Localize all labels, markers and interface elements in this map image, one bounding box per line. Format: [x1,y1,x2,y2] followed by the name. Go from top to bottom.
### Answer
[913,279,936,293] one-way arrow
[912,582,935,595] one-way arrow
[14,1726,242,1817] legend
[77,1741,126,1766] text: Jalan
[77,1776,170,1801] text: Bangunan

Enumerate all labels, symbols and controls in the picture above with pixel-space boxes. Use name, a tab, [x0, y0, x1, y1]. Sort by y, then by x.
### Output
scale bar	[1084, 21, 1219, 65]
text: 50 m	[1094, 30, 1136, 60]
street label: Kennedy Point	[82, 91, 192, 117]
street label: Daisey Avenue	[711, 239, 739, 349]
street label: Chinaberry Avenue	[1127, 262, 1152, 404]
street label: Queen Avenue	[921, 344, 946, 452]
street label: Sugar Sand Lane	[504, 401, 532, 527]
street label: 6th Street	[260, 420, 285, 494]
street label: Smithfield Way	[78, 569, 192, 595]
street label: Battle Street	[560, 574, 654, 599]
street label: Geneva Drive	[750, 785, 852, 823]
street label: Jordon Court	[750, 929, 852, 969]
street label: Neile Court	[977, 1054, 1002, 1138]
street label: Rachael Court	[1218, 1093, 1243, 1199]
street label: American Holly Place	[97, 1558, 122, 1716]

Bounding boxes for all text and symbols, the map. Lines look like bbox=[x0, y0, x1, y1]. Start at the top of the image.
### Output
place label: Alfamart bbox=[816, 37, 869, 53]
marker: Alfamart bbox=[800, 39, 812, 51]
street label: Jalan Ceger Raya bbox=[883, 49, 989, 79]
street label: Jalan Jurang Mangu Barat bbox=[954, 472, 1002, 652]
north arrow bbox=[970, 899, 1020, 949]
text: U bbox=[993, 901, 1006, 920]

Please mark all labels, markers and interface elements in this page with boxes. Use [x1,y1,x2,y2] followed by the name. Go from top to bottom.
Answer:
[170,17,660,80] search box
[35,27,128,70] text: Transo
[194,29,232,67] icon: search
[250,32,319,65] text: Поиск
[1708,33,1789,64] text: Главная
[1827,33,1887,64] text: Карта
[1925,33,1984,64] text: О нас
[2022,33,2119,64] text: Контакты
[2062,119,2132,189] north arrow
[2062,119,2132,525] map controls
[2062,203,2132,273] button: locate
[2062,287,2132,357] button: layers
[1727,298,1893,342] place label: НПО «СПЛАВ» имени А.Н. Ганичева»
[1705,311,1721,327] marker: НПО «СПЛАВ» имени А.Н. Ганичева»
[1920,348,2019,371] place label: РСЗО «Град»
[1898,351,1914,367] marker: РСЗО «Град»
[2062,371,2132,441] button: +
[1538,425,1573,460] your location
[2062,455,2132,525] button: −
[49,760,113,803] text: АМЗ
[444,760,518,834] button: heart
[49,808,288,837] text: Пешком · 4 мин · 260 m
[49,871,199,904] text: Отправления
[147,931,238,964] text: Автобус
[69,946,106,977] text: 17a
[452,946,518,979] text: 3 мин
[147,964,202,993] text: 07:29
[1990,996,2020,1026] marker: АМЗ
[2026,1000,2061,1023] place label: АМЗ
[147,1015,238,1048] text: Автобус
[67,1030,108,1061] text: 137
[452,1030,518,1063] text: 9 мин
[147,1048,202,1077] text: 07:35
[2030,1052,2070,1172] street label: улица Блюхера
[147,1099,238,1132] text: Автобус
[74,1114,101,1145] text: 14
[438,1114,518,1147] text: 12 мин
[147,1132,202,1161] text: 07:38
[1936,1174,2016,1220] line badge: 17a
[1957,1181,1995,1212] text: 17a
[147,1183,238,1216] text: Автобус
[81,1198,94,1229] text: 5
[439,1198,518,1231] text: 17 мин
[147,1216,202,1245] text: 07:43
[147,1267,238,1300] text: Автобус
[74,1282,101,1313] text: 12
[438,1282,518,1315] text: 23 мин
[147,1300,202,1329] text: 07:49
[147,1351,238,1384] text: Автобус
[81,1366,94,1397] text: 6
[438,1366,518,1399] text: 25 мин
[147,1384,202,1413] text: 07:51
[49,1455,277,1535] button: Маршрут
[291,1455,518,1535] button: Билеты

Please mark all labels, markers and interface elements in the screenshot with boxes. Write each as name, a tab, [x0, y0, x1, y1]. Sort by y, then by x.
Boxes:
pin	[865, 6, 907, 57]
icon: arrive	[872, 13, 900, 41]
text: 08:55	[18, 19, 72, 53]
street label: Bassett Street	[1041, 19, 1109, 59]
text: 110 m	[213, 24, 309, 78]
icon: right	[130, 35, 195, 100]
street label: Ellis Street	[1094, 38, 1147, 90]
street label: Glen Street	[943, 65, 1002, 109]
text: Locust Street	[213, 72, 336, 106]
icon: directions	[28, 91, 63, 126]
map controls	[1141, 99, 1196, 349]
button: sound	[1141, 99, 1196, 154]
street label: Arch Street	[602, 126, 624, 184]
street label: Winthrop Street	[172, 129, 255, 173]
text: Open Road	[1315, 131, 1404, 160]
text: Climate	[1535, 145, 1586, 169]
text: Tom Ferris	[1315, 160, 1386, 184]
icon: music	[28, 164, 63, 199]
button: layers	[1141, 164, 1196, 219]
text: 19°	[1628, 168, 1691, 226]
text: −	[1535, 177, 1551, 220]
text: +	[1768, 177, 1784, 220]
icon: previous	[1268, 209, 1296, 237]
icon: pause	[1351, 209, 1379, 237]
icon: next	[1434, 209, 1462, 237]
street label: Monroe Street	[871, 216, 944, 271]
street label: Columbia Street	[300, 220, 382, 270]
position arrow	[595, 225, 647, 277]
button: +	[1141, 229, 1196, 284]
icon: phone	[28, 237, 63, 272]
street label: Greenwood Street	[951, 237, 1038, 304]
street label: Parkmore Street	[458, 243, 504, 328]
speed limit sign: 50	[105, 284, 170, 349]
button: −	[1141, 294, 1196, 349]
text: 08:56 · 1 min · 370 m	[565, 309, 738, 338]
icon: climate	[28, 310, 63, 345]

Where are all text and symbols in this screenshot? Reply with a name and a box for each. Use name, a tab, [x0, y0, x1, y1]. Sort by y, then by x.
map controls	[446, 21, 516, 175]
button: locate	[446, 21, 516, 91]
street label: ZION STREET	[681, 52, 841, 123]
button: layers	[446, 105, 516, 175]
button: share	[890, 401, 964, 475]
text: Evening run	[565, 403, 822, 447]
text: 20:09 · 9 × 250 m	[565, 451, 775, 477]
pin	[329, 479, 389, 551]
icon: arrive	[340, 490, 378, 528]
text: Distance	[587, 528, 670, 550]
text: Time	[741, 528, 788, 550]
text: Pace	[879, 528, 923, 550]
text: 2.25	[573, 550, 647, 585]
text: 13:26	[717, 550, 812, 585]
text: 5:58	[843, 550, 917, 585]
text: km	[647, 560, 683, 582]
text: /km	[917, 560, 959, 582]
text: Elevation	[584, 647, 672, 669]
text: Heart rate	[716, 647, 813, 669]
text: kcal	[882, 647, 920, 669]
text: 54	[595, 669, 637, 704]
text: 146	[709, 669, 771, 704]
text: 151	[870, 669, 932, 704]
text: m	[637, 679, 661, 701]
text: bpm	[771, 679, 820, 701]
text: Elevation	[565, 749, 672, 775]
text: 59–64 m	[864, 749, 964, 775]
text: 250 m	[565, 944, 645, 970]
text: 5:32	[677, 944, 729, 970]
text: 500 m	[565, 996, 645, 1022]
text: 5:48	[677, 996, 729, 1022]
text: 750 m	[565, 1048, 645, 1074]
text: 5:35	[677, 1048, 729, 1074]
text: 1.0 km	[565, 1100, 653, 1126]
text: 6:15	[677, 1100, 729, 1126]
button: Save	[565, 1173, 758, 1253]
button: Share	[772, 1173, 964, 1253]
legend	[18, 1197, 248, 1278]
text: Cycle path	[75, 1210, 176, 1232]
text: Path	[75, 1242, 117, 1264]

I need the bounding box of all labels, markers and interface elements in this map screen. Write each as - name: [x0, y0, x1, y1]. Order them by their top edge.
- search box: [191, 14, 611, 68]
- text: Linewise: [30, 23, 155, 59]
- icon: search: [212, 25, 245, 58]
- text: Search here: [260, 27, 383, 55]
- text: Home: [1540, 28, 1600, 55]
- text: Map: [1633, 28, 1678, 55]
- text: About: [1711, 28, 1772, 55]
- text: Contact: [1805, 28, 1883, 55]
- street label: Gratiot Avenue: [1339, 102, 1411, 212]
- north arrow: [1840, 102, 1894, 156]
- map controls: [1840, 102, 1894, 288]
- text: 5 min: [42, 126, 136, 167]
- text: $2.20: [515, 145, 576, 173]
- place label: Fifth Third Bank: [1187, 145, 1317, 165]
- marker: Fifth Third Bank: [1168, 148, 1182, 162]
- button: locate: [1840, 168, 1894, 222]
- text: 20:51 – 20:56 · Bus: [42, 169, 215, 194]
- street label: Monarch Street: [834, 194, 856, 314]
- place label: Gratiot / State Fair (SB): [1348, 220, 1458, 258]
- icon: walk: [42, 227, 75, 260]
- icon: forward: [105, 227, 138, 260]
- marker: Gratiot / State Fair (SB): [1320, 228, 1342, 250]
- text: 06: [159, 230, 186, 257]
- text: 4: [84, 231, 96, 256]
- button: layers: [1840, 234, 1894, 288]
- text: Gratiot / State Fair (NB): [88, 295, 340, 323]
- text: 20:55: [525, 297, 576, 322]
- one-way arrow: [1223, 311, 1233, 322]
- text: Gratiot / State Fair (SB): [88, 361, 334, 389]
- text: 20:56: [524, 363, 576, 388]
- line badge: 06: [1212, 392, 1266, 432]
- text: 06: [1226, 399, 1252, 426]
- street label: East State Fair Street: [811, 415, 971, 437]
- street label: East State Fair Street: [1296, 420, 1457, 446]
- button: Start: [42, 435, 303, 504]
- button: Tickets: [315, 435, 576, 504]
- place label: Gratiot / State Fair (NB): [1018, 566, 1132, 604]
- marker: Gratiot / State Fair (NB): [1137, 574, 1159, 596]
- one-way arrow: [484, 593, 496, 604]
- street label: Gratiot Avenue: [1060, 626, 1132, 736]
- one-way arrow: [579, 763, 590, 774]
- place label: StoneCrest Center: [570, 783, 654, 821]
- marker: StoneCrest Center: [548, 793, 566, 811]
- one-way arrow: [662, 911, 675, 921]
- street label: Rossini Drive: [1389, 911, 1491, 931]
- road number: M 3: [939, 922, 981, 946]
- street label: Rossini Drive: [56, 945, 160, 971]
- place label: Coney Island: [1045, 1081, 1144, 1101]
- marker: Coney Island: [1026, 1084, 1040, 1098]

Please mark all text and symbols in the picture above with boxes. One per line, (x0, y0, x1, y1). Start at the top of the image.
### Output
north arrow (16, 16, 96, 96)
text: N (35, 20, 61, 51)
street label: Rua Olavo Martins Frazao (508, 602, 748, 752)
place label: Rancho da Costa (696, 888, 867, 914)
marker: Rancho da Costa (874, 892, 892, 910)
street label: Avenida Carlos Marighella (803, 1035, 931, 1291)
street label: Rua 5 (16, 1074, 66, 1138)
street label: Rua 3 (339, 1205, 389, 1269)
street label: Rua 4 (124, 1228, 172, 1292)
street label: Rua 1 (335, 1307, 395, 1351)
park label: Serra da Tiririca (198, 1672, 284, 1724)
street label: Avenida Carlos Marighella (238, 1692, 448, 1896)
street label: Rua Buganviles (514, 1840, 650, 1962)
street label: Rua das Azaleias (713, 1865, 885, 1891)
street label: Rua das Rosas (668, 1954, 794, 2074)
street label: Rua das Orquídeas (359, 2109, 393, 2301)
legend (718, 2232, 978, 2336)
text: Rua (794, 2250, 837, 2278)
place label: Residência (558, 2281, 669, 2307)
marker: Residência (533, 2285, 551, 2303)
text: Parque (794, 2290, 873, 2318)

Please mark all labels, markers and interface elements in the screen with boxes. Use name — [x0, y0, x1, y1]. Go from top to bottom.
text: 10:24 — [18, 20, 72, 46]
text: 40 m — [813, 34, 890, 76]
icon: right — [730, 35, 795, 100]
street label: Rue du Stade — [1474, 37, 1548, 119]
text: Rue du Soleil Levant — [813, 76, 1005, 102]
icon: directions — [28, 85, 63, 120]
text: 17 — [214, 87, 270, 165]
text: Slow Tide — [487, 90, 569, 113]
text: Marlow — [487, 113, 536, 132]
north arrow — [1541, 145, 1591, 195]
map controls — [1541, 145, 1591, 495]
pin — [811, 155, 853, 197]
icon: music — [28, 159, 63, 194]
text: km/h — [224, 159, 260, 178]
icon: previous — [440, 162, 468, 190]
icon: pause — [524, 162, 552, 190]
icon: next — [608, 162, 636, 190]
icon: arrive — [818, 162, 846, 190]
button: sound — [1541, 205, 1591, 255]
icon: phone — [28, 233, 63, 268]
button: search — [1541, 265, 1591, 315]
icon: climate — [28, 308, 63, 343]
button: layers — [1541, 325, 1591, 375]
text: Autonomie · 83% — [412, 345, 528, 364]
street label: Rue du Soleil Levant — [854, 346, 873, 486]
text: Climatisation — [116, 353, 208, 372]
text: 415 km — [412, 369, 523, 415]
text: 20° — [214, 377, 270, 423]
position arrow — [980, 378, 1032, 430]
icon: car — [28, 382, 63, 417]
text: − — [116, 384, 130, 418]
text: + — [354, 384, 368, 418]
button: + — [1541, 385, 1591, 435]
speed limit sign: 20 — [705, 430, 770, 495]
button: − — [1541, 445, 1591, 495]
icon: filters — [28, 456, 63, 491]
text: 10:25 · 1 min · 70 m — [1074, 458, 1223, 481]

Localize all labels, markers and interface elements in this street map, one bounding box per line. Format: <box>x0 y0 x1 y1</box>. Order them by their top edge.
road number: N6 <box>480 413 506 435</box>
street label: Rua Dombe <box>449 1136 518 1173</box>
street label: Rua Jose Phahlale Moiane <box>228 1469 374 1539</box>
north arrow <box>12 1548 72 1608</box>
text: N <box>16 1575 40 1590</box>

WORK ITEM: Scan the records above for the word "Drive". Copy each line that has it.

RESULT:
street label: Geneva Drive	[750, 785, 852, 823]
- street label: Rossini Drive: [1389, 911, 1491, 931]
- street label: Rossini Drive: [56, 945, 160, 971]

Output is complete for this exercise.